Washington, D.C., attorney general Karl Racine has subpoenaed Facebook for information dealing with the company’s coronavirus misinformation policies and how it mitigates violations among users.
Racine has demanded that Facebook disclose the findings of research it conducted into vaccine skepticism among its account holders. The study aims to trace the transmission of ideas questioning inoculation on the platform, whether in grouped communities, comments, or other avenues. Since December, Facebook has prohibited users from posting what it considers misleading or false content about the COVID vaccine, censoring or removing statements that challenge the official scientific consensus that it is effective and safe.
The subpoena requests that Facebook provide records naming all groups, pages, and accounts that have violated its policies banning COVID misinformation. It also asked for data on all the content that has been removed or demoted by Facebook for failing to obey its misinformation rules.
“Facebook has said it’s taking action to address the proliferation of COVID-19 vaccine misinformation on its site,” a spokesperson for Racine told Politico. “But then when pressed to show its work, Facebook refused.

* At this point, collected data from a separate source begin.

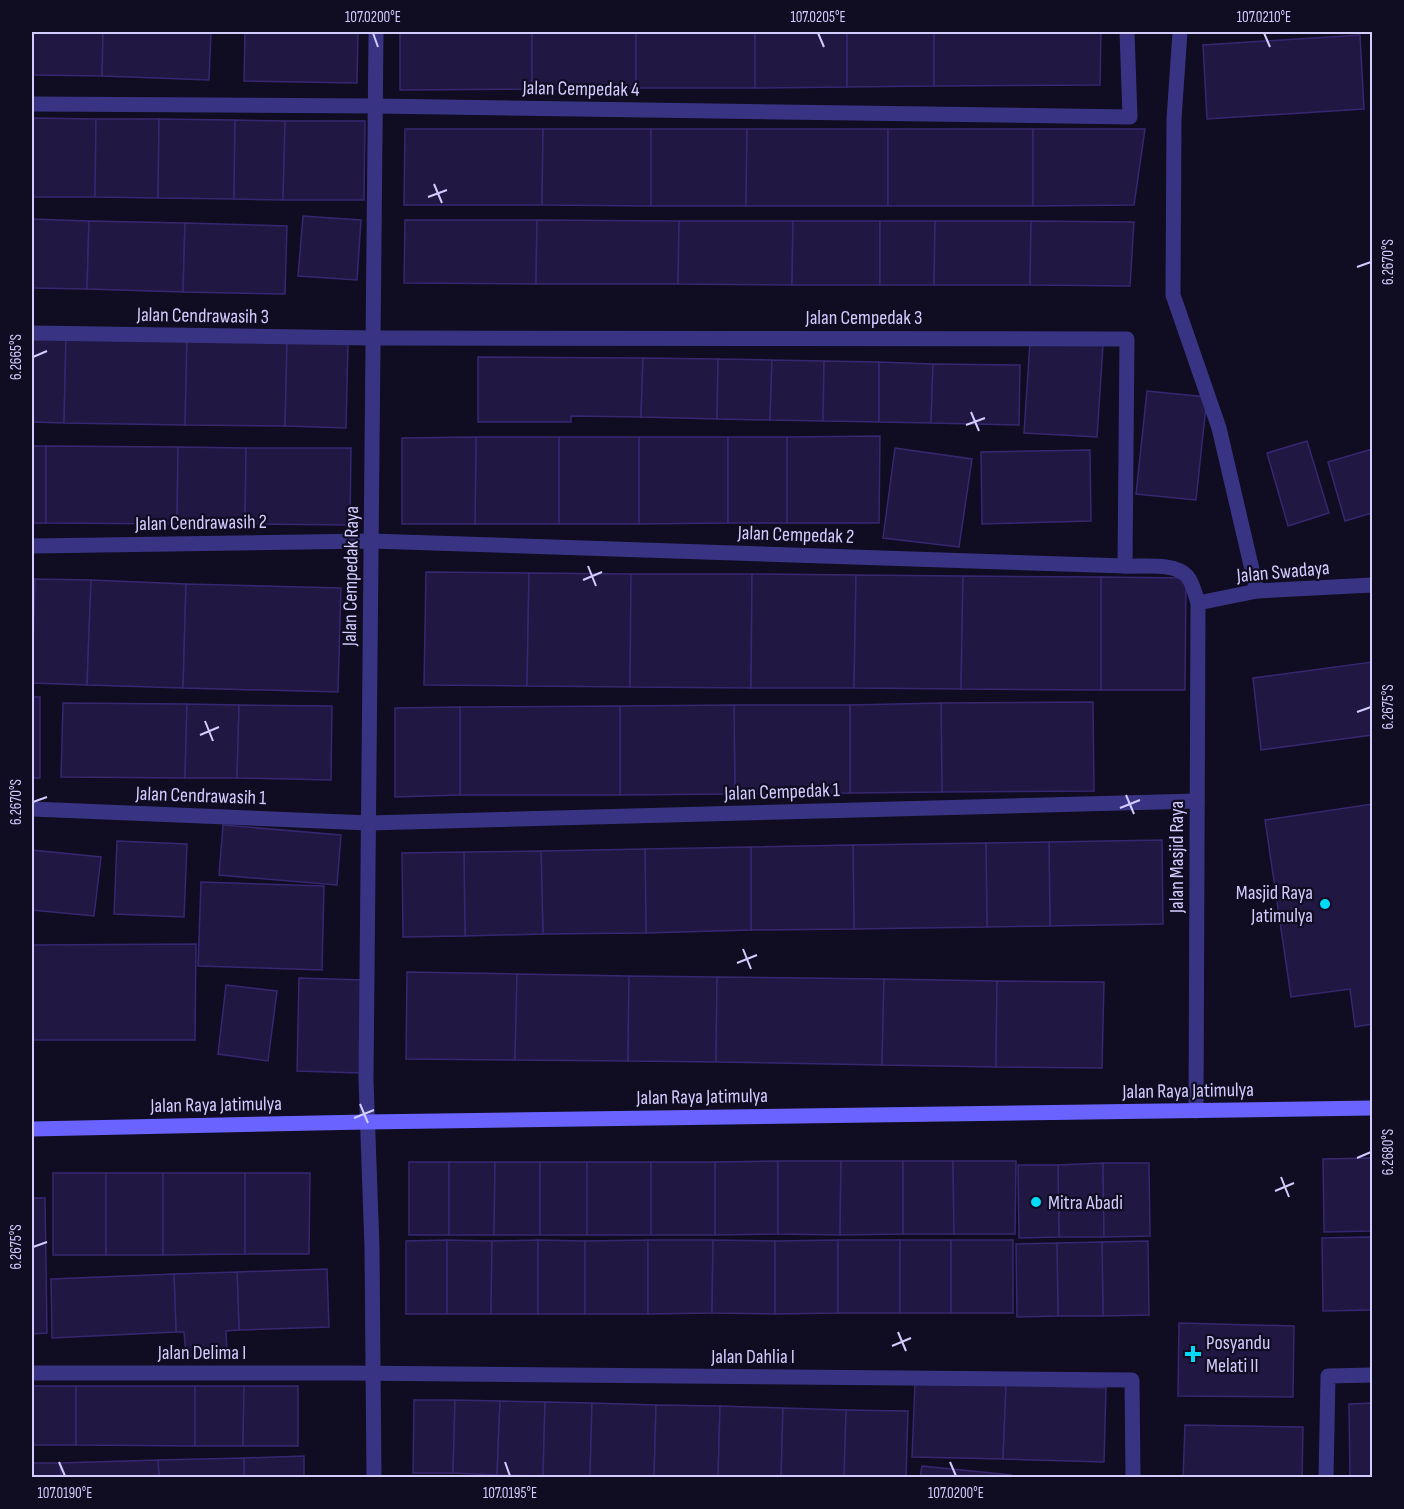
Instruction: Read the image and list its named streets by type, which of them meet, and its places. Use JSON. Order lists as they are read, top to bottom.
{
  "streets": {
    "main road": ["Jalan Raya Jatimulya"],
    "street": [
      "Jalan Cempedak 4",
      "Jalan Cendrawasih 3",
      "Jalan Cempedak 3",
      "Jalan Cendrawasih 2",
      "Jalan Cempedak 2",
      "Jalan Swadaya",
      "Jalan Cempedak Raya",
      "Jalan Cempedak 1",
      "Jalan Cendrawasih 1",
      "Jalan Masjid Raya",
      "Jalan Delima I",
      "Jalan Dahlia I"
    ]
  },
  "crossings": [
    ["Jalan Cempedak 4", "Jalan Cempedak Raya"],
    ["Jalan Cendrawasih 3", "Jalan Cempedak 3"],
    ["Jalan Cendrawasih 3", "Jalan Cempedak Raya"],
    ["Jalan Cempedak 3", "Jalan Cempedak 2"],
    ["Jalan Cempedak 3", "Jalan Cempedak Raya"],
    ["Jalan Cendrawasih 2", "Jalan Cempedak 2"],
    ["Jalan Cendrawasih 2", "Jalan Cempedak Raya"],
    ["Jalan Cempedak 2", "Jalan Swadaya"],
    ["Jalan Cempedak 2", "Jalan Cempedak Raya"],
    ["Jalan Cempedak 2", "Jalan Masjid Raya"],
    ["Jalan Swadaya", "Jalan Masjid Raya"],
    ["Jalan Cempedak Raya", "Jalan Cempedak 1"],
    ["Jalan Cempedak Raya", "Jalan Cendrawasih 1"],
    ["Jalan Cempedak Raya", "Jalan Raya Jatimulya"],
    ["Jalan Cempedak Raya", "Jalan Delima I"],
    ["Jalan Cempedak Raya", "Jalan Dahlia I"],
    ["Jalan Cempedak 1", "Jalan Cendrawasih 1"],
    ["Jalan Cempedak 1", "Jalan Masjid Raya"],
    ["Jalan Masjid Raya", "Jalan Raya Jatimulya"],
    ["Jalan Delima I", "Jalan Dahlia I"]
  ],
  "places": {
    "other": ["Masjid Raya Jatimulya", "Mitra Abadi"],
    "health": ["Posyandu Melati II"]
  },
  "coordinates": [
    "107.0200°E",
    "107.0205°E",
    "107.0210°E",
    "6.2670°S",
    "6.2665°S",
    "6.2675°S",
    "6.2680°S",
    "107.0190°E",
    "107.0195°E"
  ]
}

AG Racine’s investigation aims to make sure Facebook is truly taking all steps possible to minimize vaccine misinformation on its site and support public health.”
Facebook said in a statement that is has removed over 18 million pieces of content on Facebook and Instagram that violate its COVID and vaccine-misinformation stipulations and flagged more than 167 million pieces of COVID content that were determined false by its fact-checking team.
While Democrats have urged tech companies to eliminate dissent on the Internet regarding the vaccine, the nature of the disease, and COVID’s origins, Republicans have lobbied for intellectual freedom and information plurality. Many GOP lawmakers slammed Facebook for banning posts that referenced the lab-leak hypothesis that COVID escaped via a laboratory accident in Wuhan, China, which is now considered mainstream and plausible.
In May, Facebook lifted the ban on lab-leak theory content as the explanation gained renewed traction and legitimacy with the public and government officials. While Facebook will no longer de-platform users for claiming that COVID was man-made, it is presumed that it will still combat alleged misinformation about the COVID vaccine in an effort to help encourage the hesitant to receive the shots.